Il n'était même pas nécessaire de comprendre le langage judiciaire turc pour percevoir le caractère scandaleux de cette audience. Le président et les juges sont au fond de la salle. Le public, bien que peu nombreux, est compressé dans un espace très restreint, près de la porte d'entrée, qui laisse passer les bruits et les conversations venant du couloir. Il n'y a aucun système de sonorisation dans ce tribunal ultra-moderne. Le président Mehmet Hamzaçebi s'exprime d'une voix à peine audible, le public ne peut comprendre, même les avocats doivent tendre l'oreille. C'est beaucoup dire qu'il s'exprime ; il a l'air de s'ennuyer profondément, il parle sur un ton méprisant et répond aux avocats, souvent en les coupant, sur un air de « cause toujours ». Surtout, le président est seul à s'exprimer ; les deux juges n'ont pas ouvert la bouche.

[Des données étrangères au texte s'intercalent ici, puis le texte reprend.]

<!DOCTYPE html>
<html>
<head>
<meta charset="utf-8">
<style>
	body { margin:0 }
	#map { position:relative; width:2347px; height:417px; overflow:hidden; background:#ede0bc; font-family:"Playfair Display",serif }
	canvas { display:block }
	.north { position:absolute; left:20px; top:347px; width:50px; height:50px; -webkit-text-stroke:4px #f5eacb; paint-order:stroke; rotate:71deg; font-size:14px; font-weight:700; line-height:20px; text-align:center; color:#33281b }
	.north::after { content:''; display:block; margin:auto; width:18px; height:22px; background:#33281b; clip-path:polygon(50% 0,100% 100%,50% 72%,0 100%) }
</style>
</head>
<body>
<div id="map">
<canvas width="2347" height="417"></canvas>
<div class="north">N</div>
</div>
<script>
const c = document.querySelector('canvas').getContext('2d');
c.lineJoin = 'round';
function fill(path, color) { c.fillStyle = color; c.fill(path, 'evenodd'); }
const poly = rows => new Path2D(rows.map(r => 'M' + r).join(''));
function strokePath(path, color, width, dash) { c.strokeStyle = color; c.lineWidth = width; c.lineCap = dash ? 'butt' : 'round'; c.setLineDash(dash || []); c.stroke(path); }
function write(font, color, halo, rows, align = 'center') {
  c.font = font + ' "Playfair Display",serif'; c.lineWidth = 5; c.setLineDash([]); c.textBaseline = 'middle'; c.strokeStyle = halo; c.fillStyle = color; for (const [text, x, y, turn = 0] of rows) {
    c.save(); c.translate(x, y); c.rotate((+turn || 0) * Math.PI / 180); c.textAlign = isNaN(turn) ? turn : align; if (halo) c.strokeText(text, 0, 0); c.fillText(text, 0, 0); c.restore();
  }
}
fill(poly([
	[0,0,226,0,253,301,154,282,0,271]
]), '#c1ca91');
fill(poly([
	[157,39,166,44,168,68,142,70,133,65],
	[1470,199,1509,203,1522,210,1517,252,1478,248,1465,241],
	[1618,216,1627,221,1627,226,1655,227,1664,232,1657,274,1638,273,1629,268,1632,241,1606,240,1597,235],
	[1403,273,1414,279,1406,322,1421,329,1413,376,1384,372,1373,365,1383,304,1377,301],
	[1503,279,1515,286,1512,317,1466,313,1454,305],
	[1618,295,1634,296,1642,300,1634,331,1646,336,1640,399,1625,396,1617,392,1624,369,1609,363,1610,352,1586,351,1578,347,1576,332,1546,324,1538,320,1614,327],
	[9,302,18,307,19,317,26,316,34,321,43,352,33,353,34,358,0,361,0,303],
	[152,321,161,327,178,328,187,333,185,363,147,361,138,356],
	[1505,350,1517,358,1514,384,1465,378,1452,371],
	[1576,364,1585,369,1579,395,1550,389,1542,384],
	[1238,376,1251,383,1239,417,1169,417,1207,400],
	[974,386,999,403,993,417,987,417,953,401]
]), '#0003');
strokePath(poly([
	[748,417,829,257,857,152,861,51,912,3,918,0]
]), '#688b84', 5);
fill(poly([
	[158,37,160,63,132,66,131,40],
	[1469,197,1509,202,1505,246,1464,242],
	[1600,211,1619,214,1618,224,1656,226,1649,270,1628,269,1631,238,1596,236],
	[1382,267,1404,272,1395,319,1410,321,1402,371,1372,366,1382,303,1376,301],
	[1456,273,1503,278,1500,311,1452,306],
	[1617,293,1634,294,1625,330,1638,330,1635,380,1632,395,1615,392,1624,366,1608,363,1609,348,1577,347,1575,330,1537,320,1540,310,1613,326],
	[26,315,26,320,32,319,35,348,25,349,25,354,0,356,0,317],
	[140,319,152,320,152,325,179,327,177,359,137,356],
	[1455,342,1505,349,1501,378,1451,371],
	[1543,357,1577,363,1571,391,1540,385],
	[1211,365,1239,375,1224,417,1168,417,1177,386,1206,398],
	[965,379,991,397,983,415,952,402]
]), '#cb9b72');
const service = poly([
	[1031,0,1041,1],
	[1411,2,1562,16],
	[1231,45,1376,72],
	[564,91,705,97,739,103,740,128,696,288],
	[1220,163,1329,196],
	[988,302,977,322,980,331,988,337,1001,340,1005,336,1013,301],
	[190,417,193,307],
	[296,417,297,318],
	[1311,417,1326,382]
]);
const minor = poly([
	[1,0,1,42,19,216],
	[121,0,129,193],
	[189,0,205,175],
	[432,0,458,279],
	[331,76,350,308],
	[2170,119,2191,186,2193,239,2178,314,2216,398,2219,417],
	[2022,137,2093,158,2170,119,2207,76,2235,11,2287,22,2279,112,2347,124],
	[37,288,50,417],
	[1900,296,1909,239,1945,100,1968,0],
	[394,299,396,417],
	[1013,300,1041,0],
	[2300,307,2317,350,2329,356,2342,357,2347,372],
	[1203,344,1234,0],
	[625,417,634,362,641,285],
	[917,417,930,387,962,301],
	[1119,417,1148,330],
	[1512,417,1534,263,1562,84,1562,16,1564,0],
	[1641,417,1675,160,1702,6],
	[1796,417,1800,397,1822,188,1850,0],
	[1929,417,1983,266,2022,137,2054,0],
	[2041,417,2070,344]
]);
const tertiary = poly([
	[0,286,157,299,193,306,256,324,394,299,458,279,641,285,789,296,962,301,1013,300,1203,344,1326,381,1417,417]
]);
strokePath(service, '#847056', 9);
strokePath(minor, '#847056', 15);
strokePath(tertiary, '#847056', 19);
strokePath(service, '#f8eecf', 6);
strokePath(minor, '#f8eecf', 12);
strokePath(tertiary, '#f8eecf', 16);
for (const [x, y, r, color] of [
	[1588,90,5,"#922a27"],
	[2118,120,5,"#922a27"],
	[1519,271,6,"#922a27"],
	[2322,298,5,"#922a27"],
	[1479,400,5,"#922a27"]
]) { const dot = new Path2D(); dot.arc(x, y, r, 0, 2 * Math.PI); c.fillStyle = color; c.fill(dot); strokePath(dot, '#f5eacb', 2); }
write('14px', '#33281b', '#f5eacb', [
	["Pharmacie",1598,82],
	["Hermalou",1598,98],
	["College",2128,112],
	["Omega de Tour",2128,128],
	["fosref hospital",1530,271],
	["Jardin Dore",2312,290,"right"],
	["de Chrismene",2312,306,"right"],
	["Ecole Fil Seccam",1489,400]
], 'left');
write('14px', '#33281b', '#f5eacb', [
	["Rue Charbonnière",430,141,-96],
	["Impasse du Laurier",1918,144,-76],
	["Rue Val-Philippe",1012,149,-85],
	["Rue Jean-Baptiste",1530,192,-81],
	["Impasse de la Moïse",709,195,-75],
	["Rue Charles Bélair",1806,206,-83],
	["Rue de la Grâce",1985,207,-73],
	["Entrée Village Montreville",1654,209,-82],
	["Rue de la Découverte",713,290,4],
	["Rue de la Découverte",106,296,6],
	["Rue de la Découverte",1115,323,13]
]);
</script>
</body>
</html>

Le président n'a donc aucunement joué son rôle de président, il a été un accusateur d'un bout à l'autre de l'audience. De la sorte, les avocats se sont adressés à lui en tant qu'adversaire et non en tant que modérateur, ce qui aurait dû être son rôle. Dès le début, j'ai trouvé cette situation dangereuse, car un ton très polémique s'est installé entre la défense et le « président », avec des mises en cause directes de celui-ci – chose inévitable puisque, sortant de son rôle, il prêtait lui-même le flanc aux attaques. Il devenait évident que le président ne pouvait perdre la face en se déjugeant et en abandonnant ses positions. Il a pratiquement fait la sourde oreille aux propos des avocats. La 12e Cour pénale, qui avait résisté, précédemment, à la Cour de Cassation, s'est donc cette fois pliée à cette dernière.

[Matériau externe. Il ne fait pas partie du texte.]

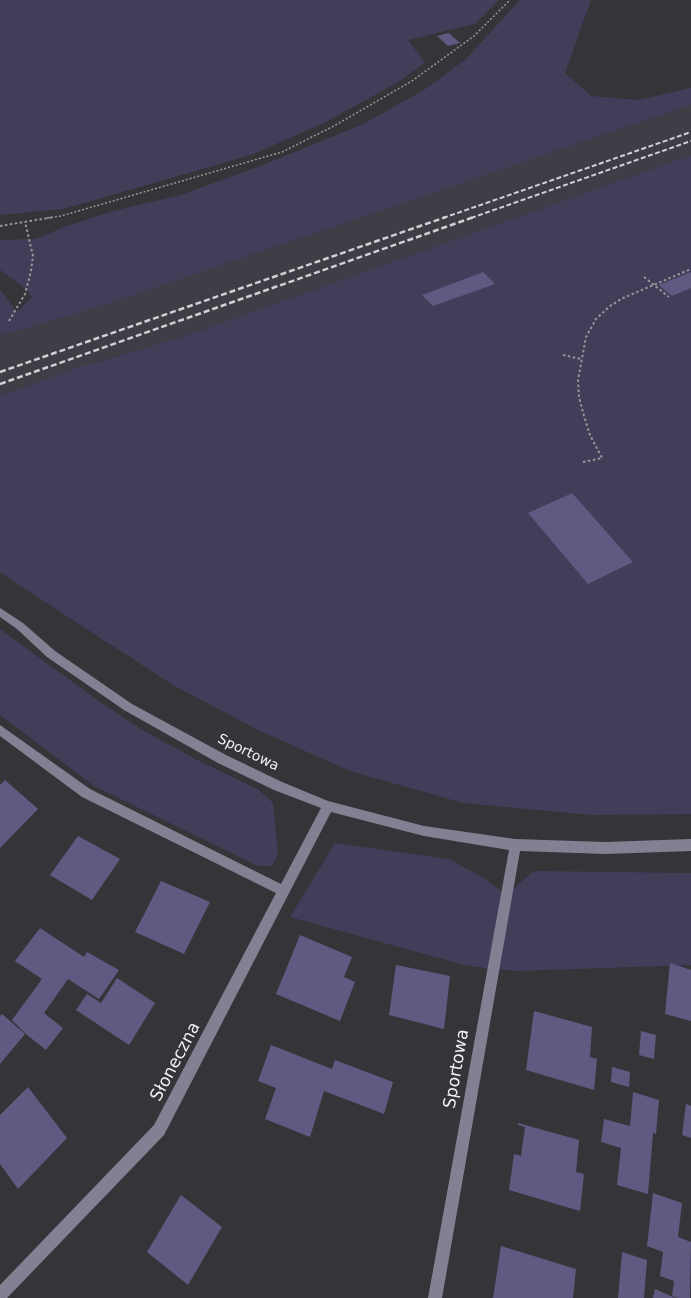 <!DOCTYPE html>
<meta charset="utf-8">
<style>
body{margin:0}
canvas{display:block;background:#353438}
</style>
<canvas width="691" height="1298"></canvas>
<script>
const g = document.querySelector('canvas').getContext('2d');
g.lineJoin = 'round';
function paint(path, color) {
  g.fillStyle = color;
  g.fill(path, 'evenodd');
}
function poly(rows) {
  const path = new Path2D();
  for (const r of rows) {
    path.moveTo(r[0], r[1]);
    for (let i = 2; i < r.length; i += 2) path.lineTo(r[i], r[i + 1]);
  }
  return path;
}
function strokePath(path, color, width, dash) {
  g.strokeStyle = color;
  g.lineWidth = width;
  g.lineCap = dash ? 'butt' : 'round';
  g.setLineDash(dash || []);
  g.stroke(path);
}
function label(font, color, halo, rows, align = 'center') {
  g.font = font + ' "DejaVu Sans",sans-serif';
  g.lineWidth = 4;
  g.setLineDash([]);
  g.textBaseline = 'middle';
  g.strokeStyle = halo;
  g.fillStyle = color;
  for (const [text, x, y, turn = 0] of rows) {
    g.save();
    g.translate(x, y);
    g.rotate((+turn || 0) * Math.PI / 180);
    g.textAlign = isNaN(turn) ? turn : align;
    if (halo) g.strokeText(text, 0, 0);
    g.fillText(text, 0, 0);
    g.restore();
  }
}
paint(poly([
 [691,105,691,155,196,332,139,350,98,361,0,396,0,336,105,305]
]), '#3f3e47');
paint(poly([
 [0,0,499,0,475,24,408,40,425,63,395,84,322,124,251,155,63,209,0,215],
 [520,0,591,0,565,73,591,96,639,100,691,88,691,105,105,305,0,336,0,289,17,312,32,297,22,286,0,270,0,240,36,239,64,227,113,211,181,195,263,165,363,124,424,90,466,59],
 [691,155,691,814,592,815,463,803,350,771,258,730,173,685,65,615,0,572,0,396,76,368,139,350,196,332],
 [0,629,93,697,141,729,195,759,259,790,273,803,278,853,272,866,258,866,94,786,0,715],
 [335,843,449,859,485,879,506,895,534,871,691,873,691,965,517,971,468,966,290,917]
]), '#423d59');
paint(poly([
 [449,33,460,43,448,46,437,36],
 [483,272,495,284,433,306,422,295],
 [691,272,691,288,672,296,659,285],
 [572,493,633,562,588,584,528,513],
 [5,780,38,809,0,848,0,785],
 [78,836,120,859,92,900,50,875],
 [161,881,210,902,184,954,135,932],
 [40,928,84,957,87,952,119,970,99,999,68,979,44,1013,63,1028,46,1050,27,1035,12,1020,42,979,15,961],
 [300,935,352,957,344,977,355,982,340,1021,276,994],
 [670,963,691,970,691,1021,665,1014],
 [396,965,450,976,444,1029,389,1015],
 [117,978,155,1003,129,1045,76,1010,87,994,101,1003],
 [534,1011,592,1027,590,1057,597,1059,594,1090,526,1070],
 [2,1014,25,1034,0,1064,0,1016],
 [641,1031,656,1035,654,1059,639,1055],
 [271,1045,332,1069,335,1060,393,1082,384,1114,324,1091,310,1137,265,1119,276,1088,258,1081],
 [612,1067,630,1072,629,1087,611,1082],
 [28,1087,67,1138,18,1189,0,1164,0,1115],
 [633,1092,659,1100,656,1134,653,1133,648,1194,617,1185,621,1148,601,1142,604,1119,630,1126],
 [686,1104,691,1106,691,1138,682,1135],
 [518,1123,579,1140,576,1172,584,1174,580,1211,509,1190,514,1154,521,1156,525,1127,518,1125],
 [653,1193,682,1203,678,1237,691,1242,690,1298,677,1298,672,1296,674,1281,660,1276,663,1252,647,1246],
 [181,1195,222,1227,188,1285,147,1252],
 [501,1246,576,1269,573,1298,493,1298],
 [622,1252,647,1260,644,1298,618,1298],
 [655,1289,675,1298,653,1298]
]), '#605981');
strokePath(poly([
 [47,218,61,216,282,152,332,127,412,81,474,36,510,0]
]), '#979799', 1.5, [2, 2]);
strokePath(poly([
 [0,226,54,217],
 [644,277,669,297],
 [9,321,25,294,31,271,33,256,25,222],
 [563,355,581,359],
 [583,462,602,458,590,435,584,416,579,397,578,380,586,337,596,319,610,306,623,298,691,269]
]), '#979799', 2, [2.5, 2.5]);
paint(poly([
 [0,608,23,623,55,651,132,704,226,755,282,782,328,801,424,826,515,839,605,842,691,839,691,851,605,854,520,851,442,1298,428,1298,509,850,424,836,331,812,164,1135,7,1298,0,1298,0,1285,154,1125,276,893,82,797,0,736,0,725,90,789,281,884,321,808,274,790,218,763,124,710,47,657,17,629,0,617,0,608]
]), '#838094');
strokePath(poly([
 [443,218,691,132],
 [471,218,691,141]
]), '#d1d1d3', 2, [5, 2.5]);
strokePath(poly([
 [0,372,446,217],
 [0,384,474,217]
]), '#d1d1d3', 2.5, [6, 3]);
label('14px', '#f1f1f3', '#353438', [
 ["Sportowa",248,753,26]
]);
label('17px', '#f1f1f3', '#353438', [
 ["Słoneczna",176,1062,-62],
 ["Sportowa",457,1069,-80]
]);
</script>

Il s'agissait de questions de procédure. Le procès lui-même, qui doit reprendre puisque l'acquittement est annulé, a été fixé au 13 décembre à 14 heures. Après l'audience, le procureur Nuri Ahmet Saraç lui-même s'est déclaré choqué par cette décision, jugeant que « la situation est nouvelle ». Etrange revirement, qui coïncide avec un changement de personnel de dernière minute. Comment ne pas voir une intervention directe du pouvoir ? Le communiqué de la Plate-forme « Nous sommes tous témoins » (pinarselek.com) parle d'une décision scandaleuse, « du jamais vu dans l'histoire du droit turc et même dans le droit mondial » : une cour qui annule sa propre décision. En présence du public, ce tribunal a piétiné le code de procédure pénale et a fait comme si la décision d'acquittement n'était qu'une décision passagère et non un jugement. « Cela fait partie d'une stratégie consciente », poursuit le communiqué.

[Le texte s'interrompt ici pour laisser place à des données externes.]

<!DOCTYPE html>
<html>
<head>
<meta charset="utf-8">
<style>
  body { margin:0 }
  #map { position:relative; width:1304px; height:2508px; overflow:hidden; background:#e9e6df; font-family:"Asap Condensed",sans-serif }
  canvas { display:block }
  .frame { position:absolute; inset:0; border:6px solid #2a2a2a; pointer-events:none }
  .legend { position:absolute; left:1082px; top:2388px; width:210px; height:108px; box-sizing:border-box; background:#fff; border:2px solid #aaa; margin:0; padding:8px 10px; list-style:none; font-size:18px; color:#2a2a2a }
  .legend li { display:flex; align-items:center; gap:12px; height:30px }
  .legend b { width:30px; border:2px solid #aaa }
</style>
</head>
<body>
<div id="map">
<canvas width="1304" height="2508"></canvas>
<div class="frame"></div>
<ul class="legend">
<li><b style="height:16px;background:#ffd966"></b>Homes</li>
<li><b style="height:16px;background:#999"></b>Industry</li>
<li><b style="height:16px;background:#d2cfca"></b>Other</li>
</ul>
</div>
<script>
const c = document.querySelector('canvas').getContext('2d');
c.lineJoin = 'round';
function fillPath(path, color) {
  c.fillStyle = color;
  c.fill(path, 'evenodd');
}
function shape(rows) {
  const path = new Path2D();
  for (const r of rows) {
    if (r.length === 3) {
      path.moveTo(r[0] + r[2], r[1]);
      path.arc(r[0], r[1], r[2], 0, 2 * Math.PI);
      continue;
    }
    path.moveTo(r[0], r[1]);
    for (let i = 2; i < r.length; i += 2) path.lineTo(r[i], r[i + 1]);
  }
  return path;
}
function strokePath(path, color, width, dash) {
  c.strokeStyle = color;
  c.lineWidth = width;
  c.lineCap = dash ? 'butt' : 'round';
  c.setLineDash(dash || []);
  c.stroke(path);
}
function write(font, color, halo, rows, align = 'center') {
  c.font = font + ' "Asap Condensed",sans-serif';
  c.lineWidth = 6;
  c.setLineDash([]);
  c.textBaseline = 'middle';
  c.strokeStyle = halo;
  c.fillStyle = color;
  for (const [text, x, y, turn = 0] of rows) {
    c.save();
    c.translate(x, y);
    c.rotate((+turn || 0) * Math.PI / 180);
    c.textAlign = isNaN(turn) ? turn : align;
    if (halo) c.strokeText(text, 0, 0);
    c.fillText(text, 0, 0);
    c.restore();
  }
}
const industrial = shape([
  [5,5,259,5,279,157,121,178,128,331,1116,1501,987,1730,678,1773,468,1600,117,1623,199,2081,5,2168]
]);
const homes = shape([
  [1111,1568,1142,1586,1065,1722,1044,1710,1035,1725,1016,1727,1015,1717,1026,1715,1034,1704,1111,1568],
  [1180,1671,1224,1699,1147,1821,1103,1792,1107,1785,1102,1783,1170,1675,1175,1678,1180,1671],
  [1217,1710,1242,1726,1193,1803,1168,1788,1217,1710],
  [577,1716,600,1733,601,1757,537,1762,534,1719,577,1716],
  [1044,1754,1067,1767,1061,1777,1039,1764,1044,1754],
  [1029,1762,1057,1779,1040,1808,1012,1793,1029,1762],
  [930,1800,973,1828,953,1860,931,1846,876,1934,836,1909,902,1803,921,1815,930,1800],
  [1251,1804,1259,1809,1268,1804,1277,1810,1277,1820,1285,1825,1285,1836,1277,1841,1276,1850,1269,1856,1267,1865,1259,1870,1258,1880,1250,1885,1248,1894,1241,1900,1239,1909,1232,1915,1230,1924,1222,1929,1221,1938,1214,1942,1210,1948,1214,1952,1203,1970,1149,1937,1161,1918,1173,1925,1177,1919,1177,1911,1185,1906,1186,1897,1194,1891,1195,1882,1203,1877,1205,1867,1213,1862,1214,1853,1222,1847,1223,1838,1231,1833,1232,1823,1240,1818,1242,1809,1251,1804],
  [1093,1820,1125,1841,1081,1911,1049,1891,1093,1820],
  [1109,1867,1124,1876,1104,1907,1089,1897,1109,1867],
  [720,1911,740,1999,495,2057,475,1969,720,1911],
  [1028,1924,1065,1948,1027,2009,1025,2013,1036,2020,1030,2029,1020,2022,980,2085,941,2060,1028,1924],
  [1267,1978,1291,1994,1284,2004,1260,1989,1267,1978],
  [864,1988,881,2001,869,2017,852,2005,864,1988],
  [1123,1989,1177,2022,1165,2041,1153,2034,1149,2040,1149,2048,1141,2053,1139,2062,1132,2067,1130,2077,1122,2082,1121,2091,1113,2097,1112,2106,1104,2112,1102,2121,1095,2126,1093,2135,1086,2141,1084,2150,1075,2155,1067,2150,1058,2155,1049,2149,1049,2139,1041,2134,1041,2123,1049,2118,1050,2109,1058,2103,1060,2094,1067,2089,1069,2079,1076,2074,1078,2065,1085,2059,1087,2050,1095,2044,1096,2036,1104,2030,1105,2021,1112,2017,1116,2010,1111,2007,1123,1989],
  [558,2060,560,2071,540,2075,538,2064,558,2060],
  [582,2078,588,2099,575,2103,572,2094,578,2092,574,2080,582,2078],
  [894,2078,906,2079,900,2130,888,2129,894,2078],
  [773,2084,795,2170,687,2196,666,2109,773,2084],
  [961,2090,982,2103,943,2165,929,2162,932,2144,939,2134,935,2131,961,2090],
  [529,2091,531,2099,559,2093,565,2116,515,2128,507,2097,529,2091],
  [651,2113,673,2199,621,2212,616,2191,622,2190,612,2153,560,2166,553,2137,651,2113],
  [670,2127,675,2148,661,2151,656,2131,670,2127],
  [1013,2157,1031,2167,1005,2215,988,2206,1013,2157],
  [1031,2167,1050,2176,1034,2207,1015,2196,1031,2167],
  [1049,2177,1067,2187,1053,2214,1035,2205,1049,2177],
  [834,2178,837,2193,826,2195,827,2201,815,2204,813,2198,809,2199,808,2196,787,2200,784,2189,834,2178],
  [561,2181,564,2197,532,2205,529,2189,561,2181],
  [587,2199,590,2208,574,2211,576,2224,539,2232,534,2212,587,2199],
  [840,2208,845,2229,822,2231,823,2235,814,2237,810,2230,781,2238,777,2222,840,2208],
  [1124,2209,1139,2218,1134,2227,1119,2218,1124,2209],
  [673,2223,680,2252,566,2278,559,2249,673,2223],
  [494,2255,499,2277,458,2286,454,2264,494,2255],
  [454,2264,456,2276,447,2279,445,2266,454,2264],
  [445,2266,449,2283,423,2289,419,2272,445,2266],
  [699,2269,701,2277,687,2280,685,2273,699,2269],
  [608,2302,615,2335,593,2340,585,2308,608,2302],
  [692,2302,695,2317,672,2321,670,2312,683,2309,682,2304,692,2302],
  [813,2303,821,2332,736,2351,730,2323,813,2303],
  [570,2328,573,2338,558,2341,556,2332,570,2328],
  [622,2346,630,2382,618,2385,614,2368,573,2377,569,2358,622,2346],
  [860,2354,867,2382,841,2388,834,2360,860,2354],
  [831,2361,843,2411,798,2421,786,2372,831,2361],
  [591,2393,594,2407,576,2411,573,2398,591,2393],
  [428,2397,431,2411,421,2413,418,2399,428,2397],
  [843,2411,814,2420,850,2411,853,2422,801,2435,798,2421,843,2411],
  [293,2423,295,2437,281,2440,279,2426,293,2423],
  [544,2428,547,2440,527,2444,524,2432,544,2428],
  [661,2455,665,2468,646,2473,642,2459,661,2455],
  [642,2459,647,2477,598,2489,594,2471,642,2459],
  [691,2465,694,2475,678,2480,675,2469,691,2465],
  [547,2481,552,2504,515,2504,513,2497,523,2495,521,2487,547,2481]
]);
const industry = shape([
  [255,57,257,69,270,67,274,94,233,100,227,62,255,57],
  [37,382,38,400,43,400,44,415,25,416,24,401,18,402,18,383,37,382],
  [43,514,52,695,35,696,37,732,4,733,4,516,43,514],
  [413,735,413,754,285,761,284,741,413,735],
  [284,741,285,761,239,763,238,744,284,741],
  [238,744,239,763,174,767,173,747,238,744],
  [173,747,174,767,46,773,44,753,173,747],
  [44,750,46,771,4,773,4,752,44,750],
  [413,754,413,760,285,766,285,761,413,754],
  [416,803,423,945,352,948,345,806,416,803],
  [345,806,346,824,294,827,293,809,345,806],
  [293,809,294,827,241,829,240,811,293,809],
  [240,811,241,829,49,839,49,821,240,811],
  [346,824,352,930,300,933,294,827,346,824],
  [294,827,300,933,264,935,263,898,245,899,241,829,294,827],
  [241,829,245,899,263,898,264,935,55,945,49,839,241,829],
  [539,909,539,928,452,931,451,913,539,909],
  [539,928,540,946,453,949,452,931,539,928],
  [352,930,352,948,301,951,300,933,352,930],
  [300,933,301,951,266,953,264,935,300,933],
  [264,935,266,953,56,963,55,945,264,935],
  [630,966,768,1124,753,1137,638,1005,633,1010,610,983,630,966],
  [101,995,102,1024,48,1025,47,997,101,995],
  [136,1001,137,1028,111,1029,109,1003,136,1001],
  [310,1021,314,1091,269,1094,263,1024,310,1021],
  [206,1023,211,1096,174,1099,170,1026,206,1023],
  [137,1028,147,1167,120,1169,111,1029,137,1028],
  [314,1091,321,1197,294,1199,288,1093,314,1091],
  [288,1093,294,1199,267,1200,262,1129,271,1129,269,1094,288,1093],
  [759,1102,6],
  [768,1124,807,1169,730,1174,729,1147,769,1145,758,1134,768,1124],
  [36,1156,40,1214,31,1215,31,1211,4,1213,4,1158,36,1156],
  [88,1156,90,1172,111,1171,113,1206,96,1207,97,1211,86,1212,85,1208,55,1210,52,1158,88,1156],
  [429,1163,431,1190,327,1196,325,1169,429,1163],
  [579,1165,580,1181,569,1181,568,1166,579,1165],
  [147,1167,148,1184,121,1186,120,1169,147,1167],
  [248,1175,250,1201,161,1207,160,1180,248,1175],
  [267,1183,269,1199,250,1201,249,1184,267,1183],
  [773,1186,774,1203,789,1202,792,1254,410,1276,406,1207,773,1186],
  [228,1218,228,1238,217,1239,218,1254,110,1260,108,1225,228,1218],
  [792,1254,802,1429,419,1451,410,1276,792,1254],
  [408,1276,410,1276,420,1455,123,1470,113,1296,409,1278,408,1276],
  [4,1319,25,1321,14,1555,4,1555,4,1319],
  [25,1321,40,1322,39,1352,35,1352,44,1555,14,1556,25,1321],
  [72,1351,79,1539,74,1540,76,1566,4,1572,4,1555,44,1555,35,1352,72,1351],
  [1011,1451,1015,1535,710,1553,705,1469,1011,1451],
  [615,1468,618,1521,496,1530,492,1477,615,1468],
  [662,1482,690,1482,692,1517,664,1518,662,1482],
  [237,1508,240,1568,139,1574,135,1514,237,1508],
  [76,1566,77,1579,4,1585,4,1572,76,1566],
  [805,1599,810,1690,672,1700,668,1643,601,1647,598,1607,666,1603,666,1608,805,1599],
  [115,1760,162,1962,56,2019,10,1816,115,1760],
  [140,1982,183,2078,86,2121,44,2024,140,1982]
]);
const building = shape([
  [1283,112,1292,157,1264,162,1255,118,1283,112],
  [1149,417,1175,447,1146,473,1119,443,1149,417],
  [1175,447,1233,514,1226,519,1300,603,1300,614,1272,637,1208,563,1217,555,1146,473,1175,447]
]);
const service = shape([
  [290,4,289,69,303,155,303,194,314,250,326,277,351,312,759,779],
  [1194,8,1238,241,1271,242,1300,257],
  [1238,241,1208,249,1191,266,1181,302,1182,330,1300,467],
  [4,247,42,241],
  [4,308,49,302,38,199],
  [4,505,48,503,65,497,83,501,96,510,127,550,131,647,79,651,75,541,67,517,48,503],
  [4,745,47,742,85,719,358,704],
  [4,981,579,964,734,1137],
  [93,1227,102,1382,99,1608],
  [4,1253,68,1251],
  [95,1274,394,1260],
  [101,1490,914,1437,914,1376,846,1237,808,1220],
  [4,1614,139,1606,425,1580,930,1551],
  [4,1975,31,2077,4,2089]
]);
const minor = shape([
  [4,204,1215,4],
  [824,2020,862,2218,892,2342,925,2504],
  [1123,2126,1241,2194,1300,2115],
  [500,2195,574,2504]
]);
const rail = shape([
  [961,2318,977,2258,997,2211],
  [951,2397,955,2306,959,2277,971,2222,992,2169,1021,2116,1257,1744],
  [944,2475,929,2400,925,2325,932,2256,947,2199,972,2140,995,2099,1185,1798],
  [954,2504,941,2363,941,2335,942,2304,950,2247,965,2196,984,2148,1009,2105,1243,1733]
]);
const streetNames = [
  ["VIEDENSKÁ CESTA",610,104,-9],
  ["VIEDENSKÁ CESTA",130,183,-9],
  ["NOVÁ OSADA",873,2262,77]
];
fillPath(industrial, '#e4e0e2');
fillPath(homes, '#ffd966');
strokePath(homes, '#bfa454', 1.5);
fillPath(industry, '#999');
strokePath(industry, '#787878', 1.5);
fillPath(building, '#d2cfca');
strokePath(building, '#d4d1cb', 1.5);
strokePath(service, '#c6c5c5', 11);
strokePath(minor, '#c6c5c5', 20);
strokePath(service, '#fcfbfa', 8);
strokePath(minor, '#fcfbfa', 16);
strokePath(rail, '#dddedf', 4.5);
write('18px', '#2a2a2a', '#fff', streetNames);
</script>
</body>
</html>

Comment interpréter ce jeu du chat et de la souris ? Certains estiment que Pinar Selek serait victime d'un conflit très dur entre plusieurs factions du pouvoir. Reste que la torture psychologique envers Pinar se renforce. Que se passera-t-il le 13 décembre ? Etant donné la gravité de ce qui s'est passé hier, gravité qui dépasse même le cas de Pinar et touche au fondement du droit, à la fois dans la décision et dans le comportement du « président », il est à prévoir que la mobilisation sera forte cette fois.
Note du 28 novembre 2012: la situation juridique provoquée par cette audience est tellement confuse qu'il a fallu quelques jours pour qu'on puisse disposer, en français, d'une lumineuse analyse du politologue Baskin Oran, traduite par Samim Akgönül et François Skvor. Elle est sur turquieeuropeenne.eu.